Similarly, the robotic manipulator 221 may be able to change end effectors 222. For example, the picking/packing station may comprise a storage area which can receive one or more end effectors. The robotic manipulator 221 may be configured such that an end effector in use can be removed from the robotic arm 220 and placed into the end effector storage area. A further end effector may then be removably attached to the robotic arm 220 such that it can be used for subsequent picking/packing operations. The end effector may be selected in accordance with planned picking/packing operations.
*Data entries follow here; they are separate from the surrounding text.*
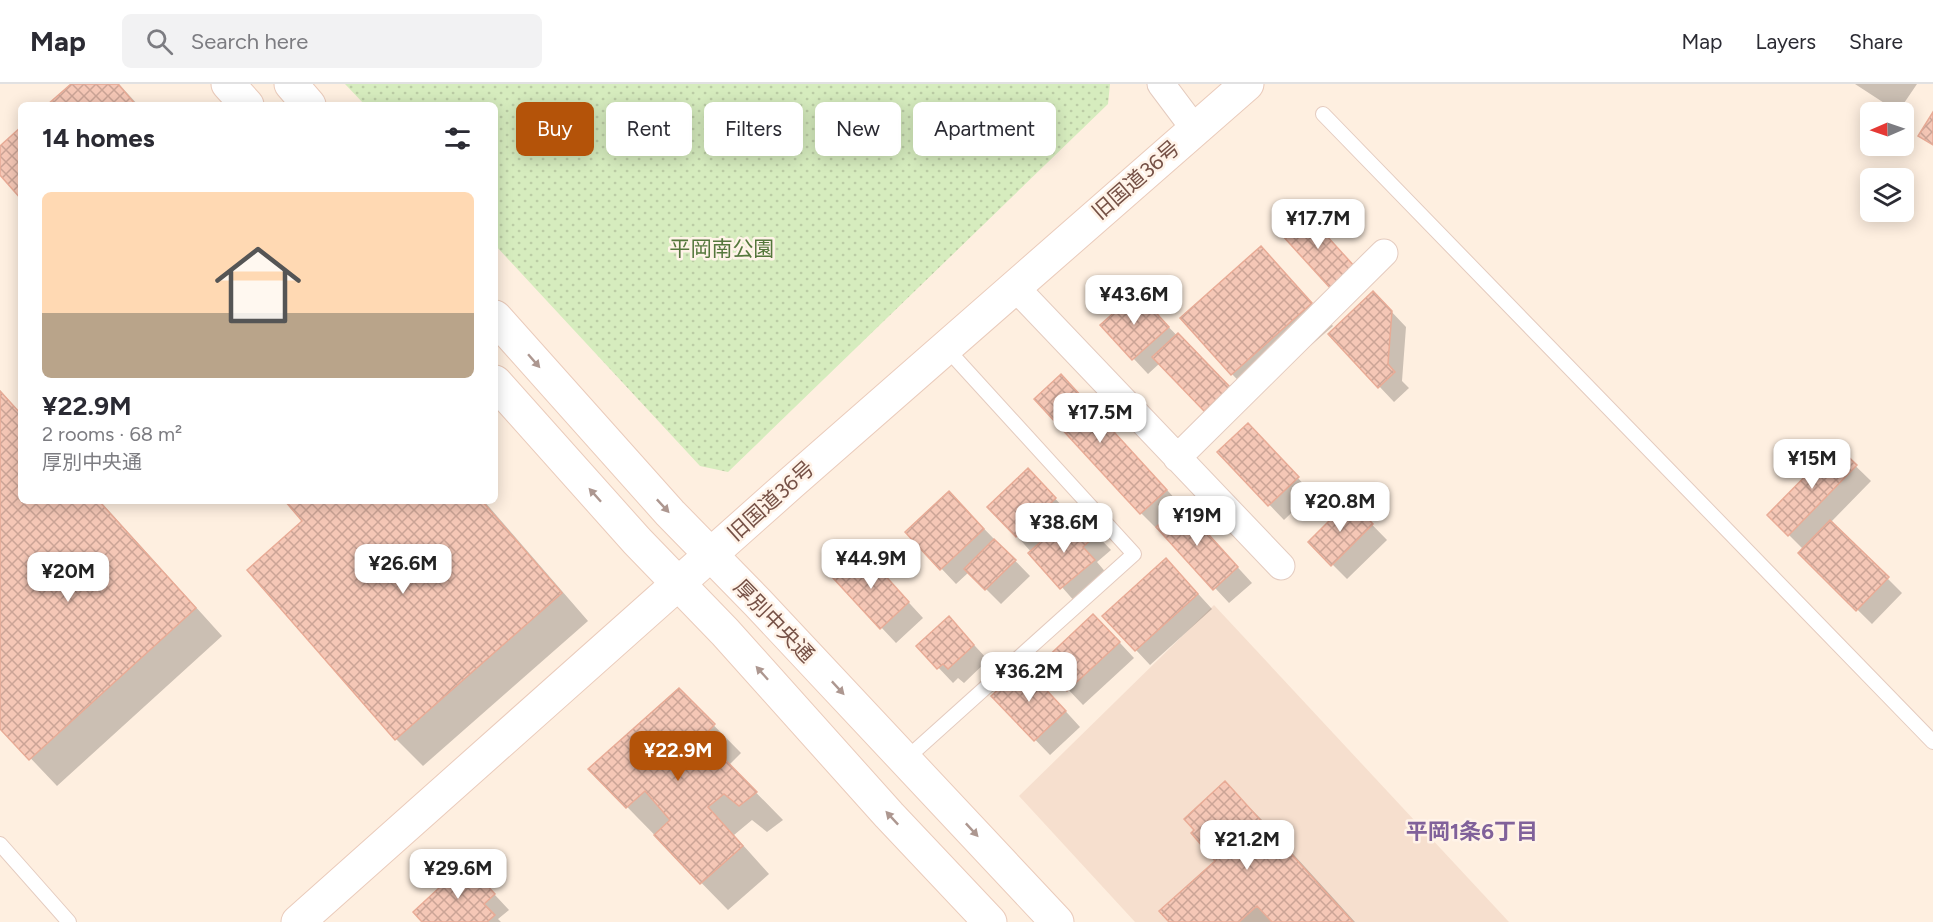 <!DOCTYPE html>
<meta charset="utf-8">
<style>
:root{--surface:#fff;--page:#f2f2f3;--text:#2b2b33;--muted:#7c7c81;--line:#e1e1e2;--accent:#b45309}
body{margin:0;font-family:Figtree,"Noto Sans JP",sans-serif;background:var(--page);color:var(--text);height:100vh;display:flex;flex-direction:column;font-size:22px;white-space:nowrap}
*{box-sizing:border-box;margin:0}
p{font-size:20px;color:var(--muted)}
.icon{flex:none;width:33px;height:33px;fill:none;stroke:currentColor;stroke-width:2;stroke-linecap:round;stroke-linejoin:round}
.map{position:relative;flex:1;overflow:hidden}
.sheet{position:absolute;left:18px;top:18px;width:480px;height:402px;display:flex;flex-direction:column;background:var(--surface);border-radius:9px;box-shadow:0 3px 15px #0003}
.sheet>*{flex:none}
.guide{position:absolute;left:516px;top:18px;width:570px;height:54px;display:flex;gap:12px}
.needle{width:39px;rotate:268deg}
.buttons{position:absolute;left:1860px;top:18px;display:grid;gap:12px}
.buttons a{display:grid;place-items:center;width:54px;height:54px;border-radius:9px;background:var(--surface);box-shadow:0 3px 15px #0003;font-size:30px}
.price{position:absolute;translate:-50% -51px;padding:0 14px;border-radius:12px;background:#fff;color:#222;font-size:20px;line-height:39px;filter:drop-shadow(0 2px 3px #0008)}
.price::after{content:'';position:absolute;left:50%;top:36px;width:18px;height:14px;margin-left:-9px;background:inherit;clip-path:polygon(0 0,100% 0,50% 100%)}
.price.selected{background:var(--accent);color:#fff}
ul{padding:0;list-style:none}
li{display:grid;align-content:center;gap:12px;height:318px;padding:0 24px}
li span{display:grid;place-items:center;height:186px;border-radius:9px;color:#555}
li>.icon{margin-inline-start:auto}
span .icon{width:108px;height:108px;fill:#fffc;stroke-width:1}
li b{font-size:26px}
h2{display:flex;justify-content:space-between;align-items:center;height:72px;padding:0 24px;font-size:26px}
.pill{padding:0 21px;border-radius:9px;background:var(--surface);box-shadow:0 3px 15px #0003;font-size:21px;line-height:54px}
.pill.selected{background:var(--accent);color:#fff}
header{display:flex;align-items:center;gap:36px;box-sizing:border-box;height:84px;padding:0 30px;background:var(--surface);border-bottom:2px solid var(--line)}
header strong{font-size:28px}
nav{display:flex;gap:33px;margin-inline-start:auto;font-size:21px}
.search{width:420px;height:54px;background:var(--page);display:flex;align-items:center;gap:15px;box-sizing:border-box;padding:0 21px;border-radius:9px;color:var(--muted);font-size:22px}
.map>svg:first-child{display:block}
.residential{fill:#f6dfce}
.grass{fill:url(#grass-dots)}
.shadow{fill:#0003}
.building{fill:url(#building-cross-hatch);stroke:#e8ab96;stroke-width:1.5}
.lines{fill:none;stroke-linecap:round;stroke-linejoin:round}
.lane-casing{stroke:#e4cbbf;stroke-width:16}
.street-casing{stroke:#e4cbbf;stroke-width:29}
.secondary-casing{stroke:#eacbbb;stroke-width:35}
.lane{stroke:#fff;stroke-width:14}
.street{stroke:#fff;stroke-width:27}
.secondary{stroke:#fff;stroke-width:33}
.oneway{fill:#ad9790}
.labels{text-anchor:middle;stroke-width:5;stroke-linejoin:round;paint-order:stroke}
.street-label{font-size:21px;fill:#765146;stroke:#fff3e8}
.park-label{font-size:21px;fill:#54773b;stroke:#fff3e8}
.neighbourhood-label{font-size:22px;font-weight:bold;fill:#80619a;stroke:#fff3e8}
</style>
<header>
<strong>Map</strong>
<div class="search"><svg class="icon" aria-label="search" viewBox="0 0 24 24"><circle cx="10" cy="10" r="6"/><path d="M15 15l6 6"/></svg>Search here</div>
<nav><a>Map</a><a>Layers</a><a>Share</a></nav>
</header>
<div class="map">
<svg width="1933" height="838" viewBox="0 0 1933 838">
<defs>
<pattern id="grass-dots" width="8" height="8" patternUnits="userSpaceOnUse" patternTransform="scale(1.5)"><rect width="8" height="8" fill="#d6ecbe"/><path d="M2 2h.1M6 6h.1" fill="none" stroke="#bbcca5" stroke-width="1.8" stroke-linecap="round"/></pattern>
<pattern id="building-cross-hatch" width="8" height="8" patternUnits="userSpaceOnUse" patternTransform="scale(1.5)"><rect width="8" height="8" fill="#f5c7b6"/><path d="M0 0l8 8M0 8l8-8" fill="none" stroke="#cba496"/></pattern>
</defs>
<rect width="100%" height="100%" fill="#feefe0"/>
<path class="residential" d="M1214,521L1509,838H1135L1019,712Z"/>
<path class="grass" d="M345,0H1110L1108,20L728,388L700,382L495,161V21H365Z"/>
<path class="shadow" d="M73,0H119L138,21H49Z
M1855,0H1917L1898,28Z
M1261,164L1333,242L1253,312L1232,290Z
M1388,224L1406,243L1402,297L1409,304L1394,318L1330,250Z
M1151,225L1243,319L1220,341L1160,279L1148,290L1103,242Z
M0,306L21,330V417H100L222,552L57,702L0,642Z
M1083,314L1252,499L1229,519L1164,449L1163,451L1141,429L1037,315Z
M1262,356L1312,409L1284,436L1219,368Z
M1836,363L1871,397L1831,438L1902,509L1872,540L1800,469L1803,465L1769,431Z
M1042,401L1070,430L1060,439L1073,452L1087,441L1111,466L1097,478L1108,491L1076,519L1017,452Z
M287,417H484L588,537L423,682L396,655L304,437Z
M1350,418L1387,456L1347,495L1310,458Z
M963,423L1030,492L1001,520L969,488L956,500L907,448Z
M877,484L923,534L896,559L835,494Z
M1181,491L1212,525L1150,581L1136,566Z
M1108,546L1134,574L1083,621L1043,579Z
M963,549L988,576L964,599L958,594L953,599L918,562Z
M1039,598L1080,643L1050,671L993,612Z
M679,606L741,669L729,681L783,736L767,748L752,736L734,751L769,790L728,826L590,685Z
M1225,699L1266,740L1355,838H1171L1217,777Z
M481,796L509,826L498,835L501,838H424Z"/>
<path class="building" d="M71,0H118L136,21H47Z
M1933,28V61L1918,52Z
M21,43V115L0,91V62Z
M1305,128L1355,183L1331,205L1281,150Z
M1261,162L1312,219L1231,291L1180,234Z
M1373,207L1392,227L1388,280L1395,288L1378,304L1328,250Z
M1137,208L1169,243L1132,276L1100,241Z
M1178,249L1230,303L1204,327L1152,273Z
M1061,290L1167,406L1140,430L1034,315Z
M0,307L21,330V417H99L196,524L29,676L0,645Z
M1248,339L1299,393L1268,422L1217,368Z
M1836,361L1857,381L1788,452L1767,431Z
M1028,384L1056,414L1016,453L987,423Z
M949,407L984,445L940,486L905,448Z
M1350,416L1373,440L1331,482L1308,458Z
M285,417H482L562,509L395,656L247,486L302,437Z
M1181,420L1238,483L1213,506L1156,443Z
M1830,436L1889,493L1856,527L1798,469Z
M1062,439L1072,451L1087,439L1097,450L1083,463L1095,476L1060,505L1028,469Z
M994,455L1016,476L985,506L964,485Z
M863,467L909,518L880,545L833,494Z
M1166,474L1198,510L1135,567L1102,532Z
M1093,530L1120,558L1067,607L1041,579Z
M949,532L974,561L948,585L943,580L937,585L916,562Z
M1024,582L1066,627L1034,657L991,612Z
M679,604L715,640L703,653L757,708L739,722L724,710L708,723L743,762L700,800L654,751L670,736L645,707L626,724L588,685Z
M1225,697L1353,838H1272L1257,822L1239,838H1169L1159,827L1215,777L1191,749L1194,746L1184,735Z
M466,779L495,810L484,820L495,831L487,838H422L413,828Z"/>
<g class="lines">
<defs>
<path id="lane" d="M1323,30L1933,658
M906,675L1134,470L947,265
M0,760L69,838"/>
<path id="street" d="M1161,0L1194,44
M1015,203L1281,482
M1177,374L1384,169"/>
<path id="secondary" d="M228,0L247,21
M291,0L309,21
M495,233L670,429L758,519L1057,838
M495,298L637,457L725,548L889,731L990,838
M298,838L790,400L1247,0"/>
</defs>
<use href="#lane" class="lane-casing"/>
<use href="#street" class="street-casing"/>
<use href="#secondary" class="secondary-casing"/>
<use href="#lane" class="lane"/>
<use href="#street" class="street"/>
<use href="#secondary" class="secondary"/>
</g>
<defs><path id="oneway-solid" d="M-6-.8H1V-3.2L6.5 0L1 3.2V.8H-6Z" transform="scale(1.5)"/></defs>
<g class="oneway">
<use href="#oneway-solid" transform="translate(534 277) rotate(49)"/>
<use href="#oneway-solid" transform="translate(595 411) rotate(-132)"/>
<use href="#oneway-solid" transform="translate(663 422) rotate(47)"/>
<use href="#oneway-solid" transform="translate(762 589) rotate(-132)"/>
<use href="#oneway-solid" transform="translate(838 604) rotate(47)"/>
<use href="#oneway-solid" transform="translate(892 734) rotate(-133)"/>
<use href="#oneway-solid" transform="translate(972 746) rotate(47)"/>
</g>
<g class="labels">
<g class="street-label">
<text transform="translate(1136 96) rotate(-41)" y="7">旧国道36号</text>
<text transform="translate(771 417) rotate(-42)" y="7">旧国道36号</text>
<text transform="translate(774 537) rotate(46)" y="7">厚別中央通</text>
</g>
<g class="park-label">
<text x="722" y="172">平岡南公園</text>
</g>
<g class="neighbourhood-label">
<text x="1472" y="755">平岡1条6丁目</text>
</g>
</g>
</svg>
<div class="buttons">
<a><svg class="needle" viewBox="-14 -14 28 28"><path d="M0-13l5 13h-10z" fill="#e53935"/><path d="M0 13l5-13h-10z" fill="#7c7c81"/></svg></a>
<a><svg class="icon" aria-label="layers" viewBox="0 0 24 24"><path d="M12 4l9 5-9 5-9-5zM3 14l9 5 9-5"/></svg></a>
</div>
<b class="price" style="left:1318px;top:166px">¥17.7M</b>
<b class="price" style="left:1134px;top:242px">¥43.6M</b>
<b class="price" style="left:1100px;top:360px">¥17.5M</b>
<b class="price" style="left:1812px;top:406px">¥15M</b>
<b class="price" style="left:1340px;top:449px">¥20.8M</b>
<b class="price" style="left:1197px;top:463px">¥19M</b>
<b class="price" style="left:1064px;top:470px">¥38.6M</b>
<b class="price" style="left:871px;top:506px">¥44.9M</b>
<b class="price" style="left:403px;top:511px">¥26.6M</b>
<b class="price" style="left:68px;top:519px">¥20M</b>
<b class="price" style="left:1029px;top:619px">¥36.2M</b>
<b class="price selected" style="left:678px;top:698px">¥22.9M</b>
<b class="price" style="left:1247px;top:787px">¥21.2M</b>
<b class="price" style="left:458px;top:816px">¥29.6M</b>
<div class="guide">
<a class="pill selected">Buy</a>
<a class="pill">Rent</a>
<a class="pill">Filters</a>
<a class="pill">New</a>
<a class="pill">Apartment</a>
</div>
<section class="sheet">
<h2>14 homes<svg class="icon" aria-label="filters" viewBox="0 0 24 24"><path d="M4 7h16M4 17h16"/><circle cx="9" cy="7" r="2"/><circle cx="15" cy="17" r="2"/></svg></h2>
<ul>
<li><span style="background:linear-gradient(#ffd9b3 65%,#b9a48a 0)"><svg class="icon" aria-label="home" viewBox="0 0 24 24"><path d="M3 11l9-7 9 7M6 9v11h12V9"/></svg></span><div><b>¥22.9M</b><p>2 rooms · 68 m²</p><p>厚別中央通</p></div></li>
</ul>
</section>
</div>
The above examples are to be understood as illustrative examples. Further examples are envisaged. For instance, the eye-hand calibrated camera per the described examples can be used to calibrate any other camera in the scene. For example, with a static camera in the workspace it is possible to obtain a pose of an object, as seen by the static camera, in the base frame of the robot. The static camera may be mounted above a container of items in the described ASRS implementation, with the object being an item stored in the container for picking by the robot comprising the mounted camera, for example. Calibrating such a setup involves, according to the envisaged examples, utilising a calibration object, e.g. fiducial marker such as an ARTag, that is visible to both the robot-mounted camera and the static camera. The pose of the calibration object in a reference frame of the robot, e.g. the base of the robot, can be determined based on the hand-eye calibration, and a further pose of the calibration object is detectable in the frame of the static camera. Thus, as these two poses correspond one-to-one, the pose of the static camera in the frame of the robot can be determined.

Furthermore, in some of the foregone examples, the camera is described as being wrist-mounted, i.e. mounted to the robotic manipulator at the end-effector. However, the camera being calibrated can be mounted anywhere on the robotic manipulator. Although the term of art “hand-eye calibration” has been used, it is not intended to limit the mounting location of the camera. For example, the camera can be mounted at a different joint, e.g. the “shoulder” instead of the “wrist”, of the robot and the same method can be used for the camera calibration (which might be termed more precisely as a “shoulder-eye calibration” in this instance) .

It is also to be understood that any feature described in relation to any one example may be used alone, or in combination with other features described, and may also be used in combination with one or more features of any other of the examples, or any combination of any other of the examples. Furthermore, equivalents and modifications not described above may also be employed without departing from the scope of the accompanying claims.